I’ve collected together most of what I’ve done with associative memory:
https://github.com/S6Regen/Associative-Memory-and-Self-Organizing-Maps-Experiments
I’ll see if I can connect it to ideas about self organizing maps. So that even in the face of excess data it can pick up and hold on strongly to the useful information rather than being overwhelmed and outputting weak averaged kind of responses.
The code is in Java.
Hi Sean two quick questions:
- Would it be possible to add some documentation in the form of a overview?
- If you use the SSD as ram are you not worried about the limited writes that can be performed on a SSD?
It seems self organizing maps (SOM) learn to some first approximation the manifold the input data resides on. And maybe the vectors learned are uniformly distributed on that manifold, though very non-uniformly the actual basis space. That could be useful for Probabilistic Programming which seems to be a new emerging area in machine learning.
I’ll have to read more about it.
I’m sure you can enact competitive learning similar to SOM with several associative memory (AM) systems converging through non-linear learning. It should be able fill the AM’s to their maximum capacity, avoiding the dilution from trying to learn everything equally with linear learning.
I showed locality sensitive hashing AM that enables you to use the entire RAM of your system while still operating at reasonable speed. In fact you could give over an entire SSD drive to such an AM and still get reasonable speed. Or one SSD for each weight vector dimension. In practical reality then you could put 100 1Tbyte SSDs on a single USB hub and have a massive AM. Who would ever do such an experiment!
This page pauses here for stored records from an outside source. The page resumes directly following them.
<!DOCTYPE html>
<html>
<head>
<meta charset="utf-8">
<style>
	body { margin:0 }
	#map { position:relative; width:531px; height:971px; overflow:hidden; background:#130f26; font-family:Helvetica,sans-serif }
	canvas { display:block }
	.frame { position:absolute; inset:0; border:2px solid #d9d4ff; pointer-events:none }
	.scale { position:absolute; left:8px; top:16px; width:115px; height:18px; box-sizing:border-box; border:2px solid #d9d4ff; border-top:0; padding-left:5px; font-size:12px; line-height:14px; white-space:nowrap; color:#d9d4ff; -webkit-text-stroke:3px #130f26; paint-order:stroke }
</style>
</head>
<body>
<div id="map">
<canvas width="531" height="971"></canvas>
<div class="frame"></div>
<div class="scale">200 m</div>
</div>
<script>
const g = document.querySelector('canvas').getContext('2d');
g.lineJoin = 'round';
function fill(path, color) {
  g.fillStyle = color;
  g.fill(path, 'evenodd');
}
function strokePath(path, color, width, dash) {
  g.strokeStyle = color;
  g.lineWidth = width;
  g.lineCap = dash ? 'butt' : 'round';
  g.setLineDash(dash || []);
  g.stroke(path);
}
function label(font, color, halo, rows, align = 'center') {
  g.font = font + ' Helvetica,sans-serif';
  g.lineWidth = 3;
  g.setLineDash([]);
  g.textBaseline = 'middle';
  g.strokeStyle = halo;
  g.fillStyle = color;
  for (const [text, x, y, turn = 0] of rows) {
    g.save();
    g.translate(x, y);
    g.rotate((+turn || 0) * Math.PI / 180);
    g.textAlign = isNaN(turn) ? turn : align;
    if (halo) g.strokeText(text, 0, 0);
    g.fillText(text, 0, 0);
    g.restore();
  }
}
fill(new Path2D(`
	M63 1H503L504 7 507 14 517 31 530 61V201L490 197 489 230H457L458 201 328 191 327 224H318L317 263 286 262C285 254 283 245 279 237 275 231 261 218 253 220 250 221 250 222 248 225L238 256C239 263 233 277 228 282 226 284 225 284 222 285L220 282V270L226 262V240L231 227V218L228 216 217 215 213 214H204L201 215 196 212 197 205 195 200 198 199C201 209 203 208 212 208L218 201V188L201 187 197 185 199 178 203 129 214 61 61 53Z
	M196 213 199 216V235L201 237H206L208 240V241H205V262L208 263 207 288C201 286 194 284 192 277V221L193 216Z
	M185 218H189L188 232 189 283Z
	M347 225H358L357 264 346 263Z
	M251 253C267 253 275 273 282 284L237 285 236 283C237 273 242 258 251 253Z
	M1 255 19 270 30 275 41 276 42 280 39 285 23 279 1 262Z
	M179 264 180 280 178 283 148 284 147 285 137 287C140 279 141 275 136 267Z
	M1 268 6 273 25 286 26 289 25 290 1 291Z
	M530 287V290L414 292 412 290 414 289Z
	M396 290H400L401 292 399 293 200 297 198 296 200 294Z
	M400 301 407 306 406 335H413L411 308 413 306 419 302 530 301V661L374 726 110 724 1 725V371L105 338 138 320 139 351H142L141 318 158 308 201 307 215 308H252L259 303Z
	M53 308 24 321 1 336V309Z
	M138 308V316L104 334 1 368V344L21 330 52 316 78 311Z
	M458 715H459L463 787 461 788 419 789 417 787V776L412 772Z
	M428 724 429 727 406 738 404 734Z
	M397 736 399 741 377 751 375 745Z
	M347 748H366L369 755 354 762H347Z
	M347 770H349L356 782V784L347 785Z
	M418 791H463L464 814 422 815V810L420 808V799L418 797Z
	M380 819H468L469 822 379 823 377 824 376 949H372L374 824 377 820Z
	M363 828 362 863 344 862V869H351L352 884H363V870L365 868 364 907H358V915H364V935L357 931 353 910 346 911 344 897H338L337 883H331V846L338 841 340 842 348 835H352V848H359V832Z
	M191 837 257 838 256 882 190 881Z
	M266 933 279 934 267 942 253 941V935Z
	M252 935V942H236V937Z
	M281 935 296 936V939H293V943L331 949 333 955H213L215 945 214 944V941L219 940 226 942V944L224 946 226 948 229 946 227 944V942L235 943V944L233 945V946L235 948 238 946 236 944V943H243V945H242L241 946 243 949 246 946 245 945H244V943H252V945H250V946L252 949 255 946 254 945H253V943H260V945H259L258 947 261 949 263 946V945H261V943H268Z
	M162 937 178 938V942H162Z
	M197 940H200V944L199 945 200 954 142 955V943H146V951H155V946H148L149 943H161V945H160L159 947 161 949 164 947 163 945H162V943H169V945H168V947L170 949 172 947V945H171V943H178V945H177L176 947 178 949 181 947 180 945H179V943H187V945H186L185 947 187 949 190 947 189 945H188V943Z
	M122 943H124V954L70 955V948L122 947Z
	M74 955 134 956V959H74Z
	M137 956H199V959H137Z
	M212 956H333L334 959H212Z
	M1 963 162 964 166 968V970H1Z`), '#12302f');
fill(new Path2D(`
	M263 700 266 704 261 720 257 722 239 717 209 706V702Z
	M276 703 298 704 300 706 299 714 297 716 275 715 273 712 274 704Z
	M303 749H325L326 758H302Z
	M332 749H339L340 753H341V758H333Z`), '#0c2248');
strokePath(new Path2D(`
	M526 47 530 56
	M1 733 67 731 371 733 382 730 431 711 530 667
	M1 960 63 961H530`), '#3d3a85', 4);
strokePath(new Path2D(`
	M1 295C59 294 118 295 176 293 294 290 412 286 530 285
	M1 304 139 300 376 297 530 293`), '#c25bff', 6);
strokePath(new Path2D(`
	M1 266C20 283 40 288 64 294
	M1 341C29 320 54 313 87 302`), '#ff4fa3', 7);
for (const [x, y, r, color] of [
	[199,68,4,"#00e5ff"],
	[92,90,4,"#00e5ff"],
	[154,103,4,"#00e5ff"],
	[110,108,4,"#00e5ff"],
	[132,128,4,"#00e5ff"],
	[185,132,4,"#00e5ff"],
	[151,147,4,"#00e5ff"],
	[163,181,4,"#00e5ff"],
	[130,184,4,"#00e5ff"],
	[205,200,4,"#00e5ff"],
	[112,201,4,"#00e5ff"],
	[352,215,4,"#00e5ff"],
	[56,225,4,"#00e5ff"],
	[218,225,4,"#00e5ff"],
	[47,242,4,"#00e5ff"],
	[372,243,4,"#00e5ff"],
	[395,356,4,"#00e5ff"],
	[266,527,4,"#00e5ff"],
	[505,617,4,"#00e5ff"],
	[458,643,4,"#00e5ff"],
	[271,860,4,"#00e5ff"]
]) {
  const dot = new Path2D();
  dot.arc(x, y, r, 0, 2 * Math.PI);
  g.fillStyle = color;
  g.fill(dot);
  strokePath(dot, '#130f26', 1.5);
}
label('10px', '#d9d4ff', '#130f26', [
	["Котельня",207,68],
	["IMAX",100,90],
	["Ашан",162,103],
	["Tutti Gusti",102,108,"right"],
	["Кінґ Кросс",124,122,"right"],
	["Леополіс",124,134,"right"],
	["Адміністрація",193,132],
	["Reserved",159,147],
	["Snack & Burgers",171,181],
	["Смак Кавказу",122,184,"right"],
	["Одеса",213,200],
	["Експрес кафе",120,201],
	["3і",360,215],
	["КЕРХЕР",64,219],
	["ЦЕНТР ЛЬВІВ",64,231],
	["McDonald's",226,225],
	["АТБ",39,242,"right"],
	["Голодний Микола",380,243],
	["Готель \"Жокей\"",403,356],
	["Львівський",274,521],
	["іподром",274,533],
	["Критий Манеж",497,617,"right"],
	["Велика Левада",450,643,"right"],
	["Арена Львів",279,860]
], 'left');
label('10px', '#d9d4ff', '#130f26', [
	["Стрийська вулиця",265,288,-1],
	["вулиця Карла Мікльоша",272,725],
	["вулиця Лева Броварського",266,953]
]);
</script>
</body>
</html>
I guess you could get 10000 block read and writes per second with an SSD. Once the addressing setup is done on the SSD (disk latency) it can transmit the entire block of data very quickly. It should still be possible to train say 50 to 100 examples per second.
I did try it with a 10ms latency (rust based) harddrive one time and it was okay. But I didn’t fully explore the matter because I didn’t want to wreak the HD. That thing failed later of old age. Now I just run Linux off a cheap USB stick.
I’ll provide some documentation later when I’ve done more work.
A locality sensitive hash (LSH) maps the input data to some particular random set of bits. Because it is locality sensitive a small change in the input will only flip the state of a few of the output bits. The output bits can be viewed as bipolar values -1 and 1.
To get the output of the AM the input is LSHed and each bipolar value is multiplied by a weight and summed giving an output value.
To train the AM the output for a particular input is calculated and the error compared with the actual output wanted is calculated by subtraction. This error is divided by the number of weights and each weight is updated with this small fraction taking into account the sign of corresponding bipolar value.
Obviously when next recalled this will result in exactly the correct wanted output.
What then is the effect on previously stored <vector, scalar> pairs?
Each weight will have been ‘damaged’ by the small update. Assuming the bipolar values are relatively uncorrelated with those of the recently updated example then those weight errors will tend to cancel out because they randomly added and subtracted. The residue is just some Gaussian noise term due to the central limit theorem.
That is each previously stored pair is ‘damaged’ by a small Gaussian noise term as a result of storing or updating a new pair.
Repeatedly training over a small enough set of pairs using an AM with enough memory
drives the Gaussian noise terms to zero. That is probably an O(n^2) process compared to an O(n^3) process if you tried to solve the simultaneous linear equations by Gaussian elimination. If you use a good excess of memory it is a lot faster than O(n^2).
You can use a double LSH process to further push things for use with vast memory.
I got a big improvement in the error correcting associative memory by changing from a binary (bipolar) threshold step function (-1,1) to using a soft version of that, the signed square root. y=sqrt(x) ;x>=0 and y=-sqrt(-x) ;x<0
That function upon repeated application has 2 fixed point attractors -1 and 1.
There is almost certainly a better function to be found that would allow for the optimal recovery of signal from noise, but I’ll leave that for a paid computer scientist to find. The code is in the file AMEC2.java
I also have these neural networks I’m working that aim to find more controlled decision regions than conventional neural networks:
https://github.com/S6Regen/Black-Swan
Each layer is actually an “extreme learning machine” that in some sense allows more than fully connected behavior at the layer level. Also there are always back connections to the input. The activation function is “square of” which works very well with the evolution driven training, perhaps because it is sparsity inducing.